Bilgi çağı olarak adlandırılan günümüzde, bilginin nasıl elde edileceği, nasıl çözümleneceği ve nasıl yorumlanacağı önemli bir sorun olarak karşımıza çıkmaktadır. İlgilenilen konuya ilişkin bilgiye veri adı verilir ve ancak sayı biçimindeki veriler çözümlemeye ve yorumlamaya uygun verilerdir.

Günlük yaşantıda sıklıkla karşılaşılan istatistik kelimesinin gerçekte iki farklı anlamı bulunmaktadır. Daha yaygın olarak istatistik, sayısal bilgi anlamında kullanılır. Aritmetik ortalama, standart sapma, oran ya da ilişki katsayısı gibi hesaplanan sayısal bilgilerin her biri birer istatistiktir. Çağdaş anlamda istatistik, doğadaki değişkenlikten ortaya çıkan sayısal bilgilerin incelenmesinde uygulanan bilimsel çalışmaların bütünü olarak ifade edilebilir. Tanım olarak vermek gerekirse istatistik; belli bir amaç için verilerin toplanması, düzenlenmesi, tablo ve grafiklerle gösterilmesi, analiz edilmesi ve elde edilen sonuçların yorumlanması konularını içeren ve daha etkili kararlar almada yardımcı olan bir bilim dalıdır.

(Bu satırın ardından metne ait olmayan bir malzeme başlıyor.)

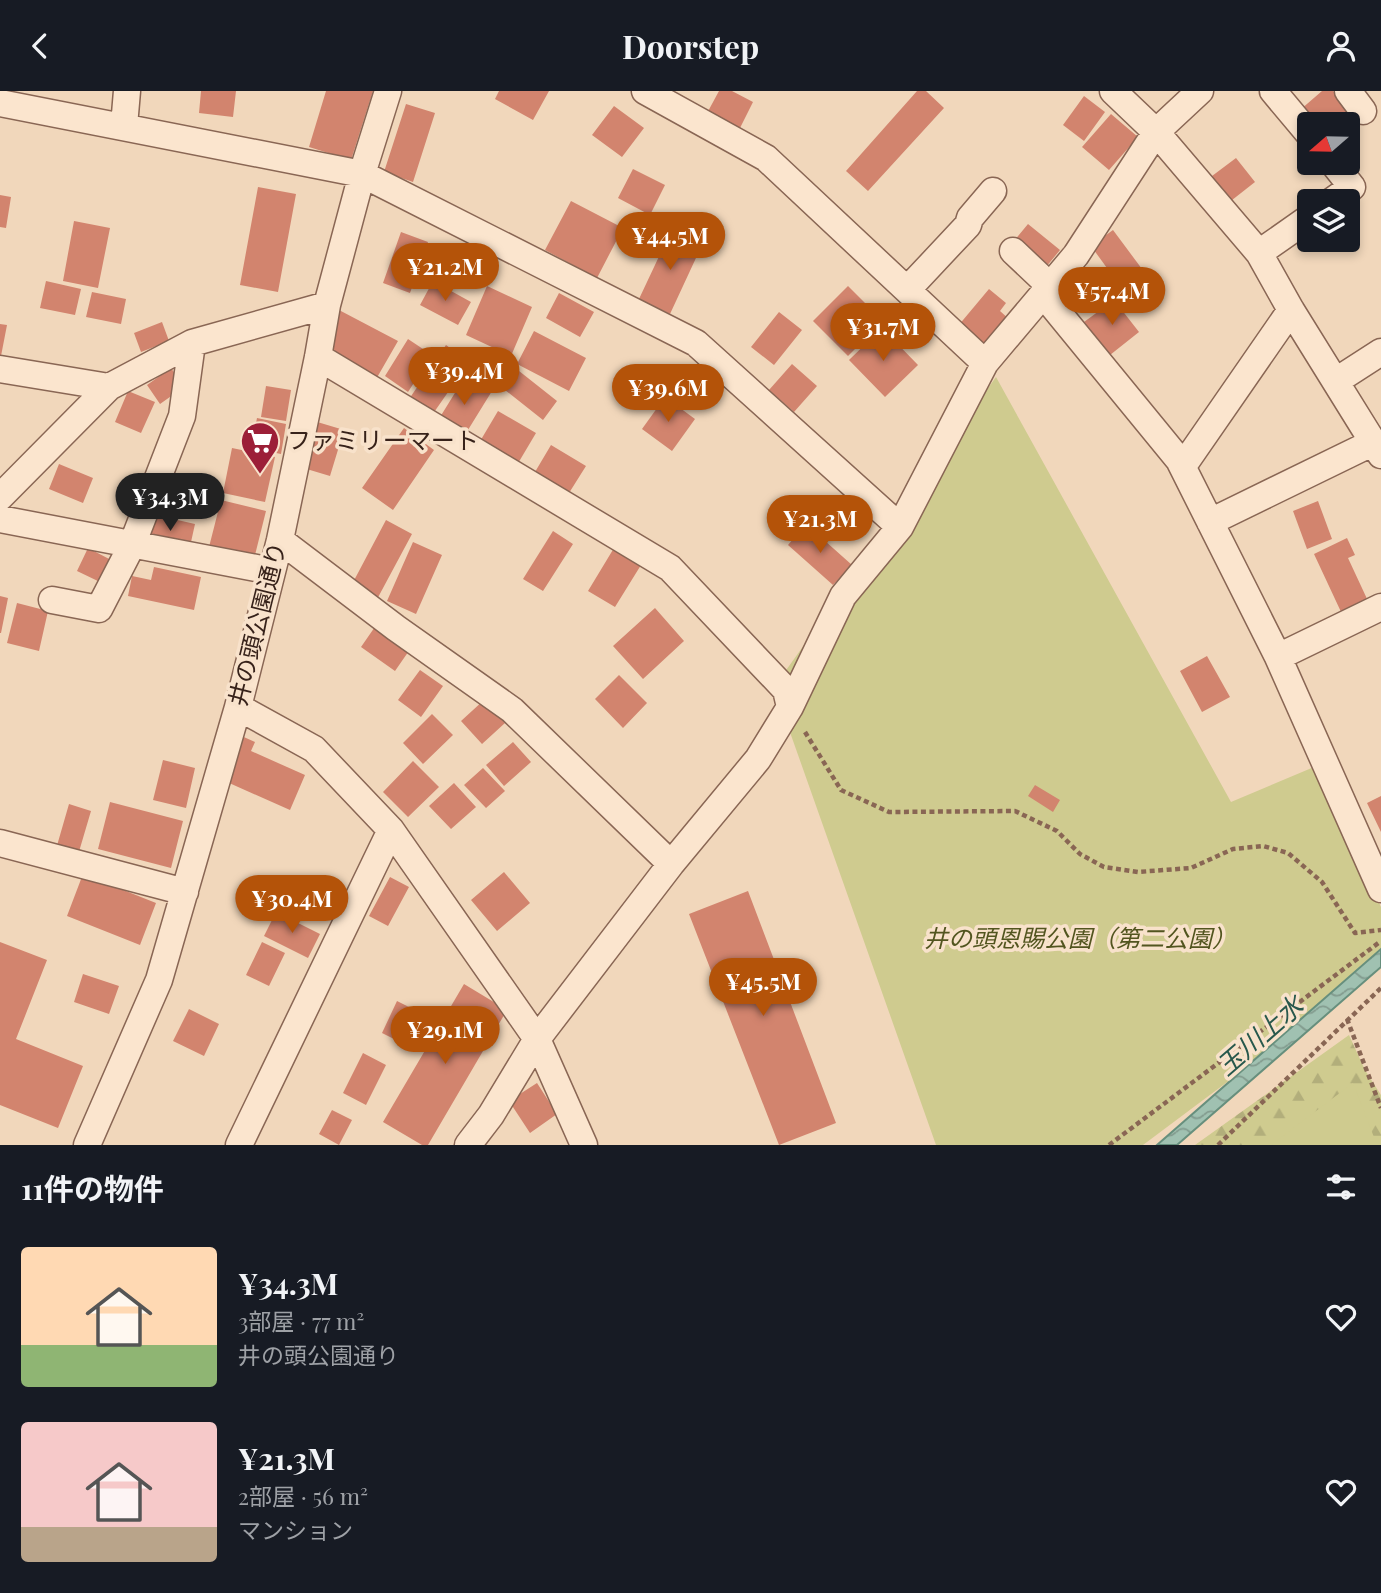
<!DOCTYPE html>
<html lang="ja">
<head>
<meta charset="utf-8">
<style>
	body { margin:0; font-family:"Playfair Display","Noto Sans JP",serif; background:#242831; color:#f1f3f6; height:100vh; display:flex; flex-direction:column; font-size:26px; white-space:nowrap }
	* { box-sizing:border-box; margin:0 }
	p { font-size:23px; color:#9ea1a6 }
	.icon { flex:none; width:38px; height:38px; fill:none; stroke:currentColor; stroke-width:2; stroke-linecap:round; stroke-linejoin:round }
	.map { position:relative; height:1054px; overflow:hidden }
	.drawer { display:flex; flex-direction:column; background:#171b24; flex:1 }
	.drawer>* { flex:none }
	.needle { width:46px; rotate:250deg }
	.fabs { position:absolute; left:1297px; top:21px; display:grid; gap:14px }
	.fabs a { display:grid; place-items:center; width:63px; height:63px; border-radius:7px; background:#171b24; box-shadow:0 4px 10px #0003; font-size:35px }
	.price { position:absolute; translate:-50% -60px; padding:0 16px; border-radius:24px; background:#b45309; color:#fff; font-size:23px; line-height:46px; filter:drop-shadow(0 2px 4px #0008) }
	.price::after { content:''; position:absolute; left:50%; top:42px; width:21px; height:16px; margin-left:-10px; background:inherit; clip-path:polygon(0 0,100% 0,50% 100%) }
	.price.active { background:#222; color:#fff }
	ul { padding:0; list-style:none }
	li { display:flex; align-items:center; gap:21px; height:175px; padding:0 21px }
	li span { display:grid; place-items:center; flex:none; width:196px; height:140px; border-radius:7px; color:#555 }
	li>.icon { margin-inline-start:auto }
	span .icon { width:84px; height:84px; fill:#fffc; stroke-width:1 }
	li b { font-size:30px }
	h2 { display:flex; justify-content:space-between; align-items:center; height:84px; padding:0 21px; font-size:30px }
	header { display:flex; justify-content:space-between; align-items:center; height:91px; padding:0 21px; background:#171b24; font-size:32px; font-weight:700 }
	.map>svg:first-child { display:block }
</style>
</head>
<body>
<header><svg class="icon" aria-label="back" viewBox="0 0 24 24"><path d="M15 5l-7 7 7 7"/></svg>Doorstep<svg class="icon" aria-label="person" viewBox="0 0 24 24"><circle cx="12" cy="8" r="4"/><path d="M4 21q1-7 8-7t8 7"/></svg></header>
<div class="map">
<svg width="1381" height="1054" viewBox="0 0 1381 1054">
	<defs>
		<pattern id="forest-firs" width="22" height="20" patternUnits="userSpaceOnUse" patternTransform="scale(1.75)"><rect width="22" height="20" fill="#cfcb8f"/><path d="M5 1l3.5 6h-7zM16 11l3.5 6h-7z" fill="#b2ae7b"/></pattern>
		<pattern id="water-waves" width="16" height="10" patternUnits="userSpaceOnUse" patternTransform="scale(1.75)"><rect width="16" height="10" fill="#a0c1b1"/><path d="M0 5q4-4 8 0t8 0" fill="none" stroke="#839c8f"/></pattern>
	</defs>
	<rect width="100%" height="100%" fill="#f1d7bb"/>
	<path fill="url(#forest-firs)" d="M1349 944 1365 979 1381 1004V1054H1195Z"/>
	<path fill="#cfcb8f" d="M996 286 1231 711 1314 676 1381 816V876L1143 1054H936L774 596Z
		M1353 992 1377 1054H1271Z"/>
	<path fill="url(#water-waves)" stroke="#678f7d" stroke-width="2" d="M1381 858V876L1177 1054H1157Z"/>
	<path fill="#d2846e" d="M201 0H236L233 26 199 22Z
		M326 0H373L351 69 309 56Z
		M499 0H549L533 29 495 8Z
		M719 0H732L753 11 738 41 706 24Z
		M917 0H926L944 17 868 100 846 80Z
		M1322 0H1333L1349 19 1333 33H1312L1300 19Z
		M1084 5 1105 21 1084 50 1063 34Z
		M406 13 435 22 413 91 384 81Z
		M614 15 644 37 622 66 592 44Z
		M1111 23 1138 46 1109 79 1082 56Z
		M1236 67 1255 91 1227 113 1208 88Z
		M633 78 665 94 650 124 618 107Z
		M258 96 296 103 278 201 240 194Z
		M0 104 11 106 6 137 0 136Z
		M571 110 623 137 597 187 545 159Z
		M74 130 110 137 98 197 63 190Z
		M1028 133 1060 159 1046 176 1014 150Z
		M1113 139 1142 178 1120 195 1091 155Z
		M671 140 702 154 670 223 639 208Z
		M401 141 428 151 410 202 383 192Z
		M46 190 81 198 75 224 40 217Z
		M433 190 471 211 458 234 420 214Z
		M487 195 532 216 511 265 466 244Z
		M848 195 883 230 848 265 813 230Z
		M989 198 1006 212 1000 220 1010 229 985 258 958 235Z
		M92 201 126 208 121 233 86 226Z
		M559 202 594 221 580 246 546 227Z
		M1114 209 1139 241 1110 264 1084 231Z
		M339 219 398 250 375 290 330 264Z
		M779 221 802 239 774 274 751 256Z
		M162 231 169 250 141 261 134 242Z
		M0 233 7 234 1 265H0Z
		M882 237 918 274 885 306 849 269Z
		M534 240 586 267 569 300 517 273Z
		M408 248 432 264 408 301 385 285Z
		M446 254 469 271 430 327 407 311Z
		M792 273 817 295 794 321 769 299Z
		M514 276 557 310 543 329 500 295Z
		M171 277 184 296 160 313 147 294Z
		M466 284 492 300 463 347 437 331Z
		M266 295 291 299 286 330 261 326Z
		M128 300 155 311 141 342 115 331Z
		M665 306 695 328 672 360 642 338Z
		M498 320 536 342 517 374 479 352Z
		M257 327 286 333 281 363 251 357Z
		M314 330 344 339 330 385 300 376Z
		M404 337 434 359 393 419 362 397Z
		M551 354 586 375 569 402 535 381Z
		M232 357 275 366 265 411 223 402Z
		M59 373 93 387 83 412 49 398Z
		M221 409 266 420 253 472 208 460Z
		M1318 410 1332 448 1307 458 1293 420Z
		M151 423 195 433 189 460 144 450Z
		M386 429 412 443 375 512 350 497Z
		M806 433 852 474 833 494 788 454Z
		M553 440 573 453 543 500 523 488Z
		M1347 447 1355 464 1348 467 1368 510 1342 523 1314 463Z
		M413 451 442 464 416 523 387 510Z
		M88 457 113 470 102 492 77 480Z
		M614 457 641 474 615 516 588 500Z
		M154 476 201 486 194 519 128 505 132 485 151 489Z
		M0 505 8 507 1 542H0Z
		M17 512 48 520 39 560 7 552Z
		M655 517 684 550 643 588 613 555Z
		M379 530 413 554 395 580 361 556Z
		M1207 565 1230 606 1202 621 1180 580Z
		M420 579 443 595 421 626 398 609Z
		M619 584 647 612 623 637 595 608Z
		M484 609 505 632 482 653 461 630Z
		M432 623 453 644 423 673 403 652Z
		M237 643 255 651 251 660 305 684 290 719 218 687Z
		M513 651 531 671 504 695 486 674Z
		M163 669 195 677 186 717 153 709Z
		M413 670 439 696 408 726 383 701Z
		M483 677 505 700 486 717 464 694Z
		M454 692 476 716 451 738 429 715Z
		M1035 694 1060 709 1053 721 1028 705Z
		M1381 705V741L1367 712Z
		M110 711 183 730 171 777 98 758Z
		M69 713 91 720 78 764 56 758Z
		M504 781 530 812 497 840 471 809Z
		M83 783 156 812 140 854 67 825Z
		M390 786 409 796 388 835 369 825Z
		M748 800 836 1032 779 1054 689 823Z
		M276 821 320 843 308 867 264 845Z
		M0 851 47 869 16 948 83 975 58 1037 0 1014Z
		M262 851 285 862 269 895 246 884Z
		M83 883 119 895 109 923 74 911Z
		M464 893 507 919 428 1054H422L383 1031Z
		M397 910 419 921 404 953 382 942Z
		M189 918 219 933 204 965 173 950Z
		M363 962 386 974 366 1014 343 1002Z
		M537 992 557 1023 530 1042 509 1010Z
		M332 1019 352 1029 339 1054 319 1043Z"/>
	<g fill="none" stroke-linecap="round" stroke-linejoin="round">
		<g stroke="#896654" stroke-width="29">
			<path id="minor" d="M645 0 766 67 985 272
				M1113 0 1156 41 1259 162 1291 219 1381 364
				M1273 0 1309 43
				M1348 0 1363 20
				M0 12 362 83 696 252 900 436
				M124 35 127 0
				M1332 110 1352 96 1333 72
				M1013 160 1050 195
				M1259 162 1309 127
				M907 199 968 134 970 127 993 100
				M1043 203 1179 369 1278 566 1381 798
				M318 266 670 477 786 599 790 616
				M0 278 109 296
				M1336 290 1381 261
				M1183 375 1291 219
				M0 406 109 296 192 252 327 214
				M0 428 272 480
				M1210 431 1374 351
				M280 449 396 537 512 619 671 773
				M52 509 99 518 132 454 182 325 192 252
				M1278 566 1381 516
				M238 616 314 658 391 739 537 948 584 1054
				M0 752 185 801
				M87 1054 159 889 238 616 280 449 318 266 327 214 362 83 388 0
				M239 1054 391 739
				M468 1054 491 1024 537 948 671 773 758 668 790 616 843 505 900 436 985 272 1076 164 1156 41 1200 0"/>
		</g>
		<path stroke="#896654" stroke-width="4.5" stroke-dasharray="5 3.5" stroke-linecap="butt" d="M805 641 841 699 889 721 1015 720 1057 740 1080 763 1104 776 1138 781 1191 777 1233 758 1263 755 1288 762 1322 791 1355 842 1381 839
			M1347 928 1381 1017
			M1109 1054 1381 850
			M1218 1054 1381 897"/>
		<use href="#minor" stroke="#fbe5ce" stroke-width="26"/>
	</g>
	<defs>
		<g id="supermarket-pin" transform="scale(2.0125)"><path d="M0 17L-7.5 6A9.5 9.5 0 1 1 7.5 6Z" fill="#9c1f38" stroke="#f8e2cb"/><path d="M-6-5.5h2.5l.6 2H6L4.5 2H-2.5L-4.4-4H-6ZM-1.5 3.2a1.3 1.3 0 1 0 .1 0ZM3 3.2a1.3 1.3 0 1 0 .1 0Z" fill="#fff"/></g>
	</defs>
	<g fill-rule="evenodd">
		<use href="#supermarket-pin" x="260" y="350"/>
	</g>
	<g text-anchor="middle" stroke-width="7" stroke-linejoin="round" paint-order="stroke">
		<g font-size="24" fill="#37221a" stroke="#f8e2cb" text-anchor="start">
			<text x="287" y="358">ファミリーマート</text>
		</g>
		<g font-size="24" fill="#37221a" stroke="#f8e2cb">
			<text transform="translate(258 533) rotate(-76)" y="8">井の頭公園通り</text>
		</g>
		<g font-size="24" font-style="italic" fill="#52551f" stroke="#f8e2cb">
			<text x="1080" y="856">井の頭恩賜公園（第二公園）</text>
		</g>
		<g font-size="26" font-style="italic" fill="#28584c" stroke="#f8e2cb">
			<text transform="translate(1260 945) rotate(-41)" y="9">玉川上水</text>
		</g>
	</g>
</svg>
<div class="fabs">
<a><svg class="needle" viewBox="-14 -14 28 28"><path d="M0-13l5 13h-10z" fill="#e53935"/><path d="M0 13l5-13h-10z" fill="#9ea1a6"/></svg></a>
<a><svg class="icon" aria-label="layers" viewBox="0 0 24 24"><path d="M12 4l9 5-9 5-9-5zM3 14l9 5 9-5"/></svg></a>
</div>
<b class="price" style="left:670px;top:181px">¥44.5M</b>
<b class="price" style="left:445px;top:212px">¥21.2M</b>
<b class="price" style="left:1112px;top:236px">¥57.4M</b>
<b class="price" style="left:883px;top:272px">¥31.7M</b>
<b class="price" style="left:464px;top:316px">¥39.4M</b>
<b class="price" style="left:668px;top:333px">¥39.6M</b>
<b class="price active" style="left:170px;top:442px">¥34.3M</b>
<b class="price" style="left:820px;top:464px">¥21.3M</b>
<b class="price" style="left:292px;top:844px">¥30.4M</b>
<b class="price" style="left:763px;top:927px">¥45.5M</b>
<b class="price" style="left:445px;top:975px">¥29.1M</b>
</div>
<section class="drawer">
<h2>11件の物件<svg class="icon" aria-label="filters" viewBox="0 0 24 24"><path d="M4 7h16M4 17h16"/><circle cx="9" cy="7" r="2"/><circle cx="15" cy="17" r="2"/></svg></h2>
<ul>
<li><span style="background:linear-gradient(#ffd9b3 70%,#8fb573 0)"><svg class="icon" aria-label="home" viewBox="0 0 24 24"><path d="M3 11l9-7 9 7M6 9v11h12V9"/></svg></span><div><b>¥34.3M</b><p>3部屋 · 77 m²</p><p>井の頭公園通り</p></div><svg class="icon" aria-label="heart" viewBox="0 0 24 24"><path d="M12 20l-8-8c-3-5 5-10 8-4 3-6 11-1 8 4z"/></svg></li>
<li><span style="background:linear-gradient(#f6c9c9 75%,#b9a48a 0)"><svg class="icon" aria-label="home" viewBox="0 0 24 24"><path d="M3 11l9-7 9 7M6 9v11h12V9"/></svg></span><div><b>¥21.3M</b><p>2部屋 · 56 m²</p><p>マンション</p></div><svg class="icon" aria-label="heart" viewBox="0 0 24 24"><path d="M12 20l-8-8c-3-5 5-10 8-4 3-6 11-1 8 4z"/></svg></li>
</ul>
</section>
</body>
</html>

Verilerin toplanması, düzenlenmesi, sunulması, analiz edilmesi ile ilgili konuları içeren istatistik dalın tanımlayıcı istatistik adı verilir.

Bir diğer istatistik dalı çıkarımsal istatistiktir. Çıkarımsal istatistikte temel olarak amaç, ilgilenilen topluluktan seçilen bir alt grup yardımıyla o topluluğa ilişkin bilgi sağlamaktır.

İstatistiksel yöntemlerin biyolojik bilimlerle ilgili problemlerin çözümünde uygulandığı bilim dalına da biyoistatistik adı verilir.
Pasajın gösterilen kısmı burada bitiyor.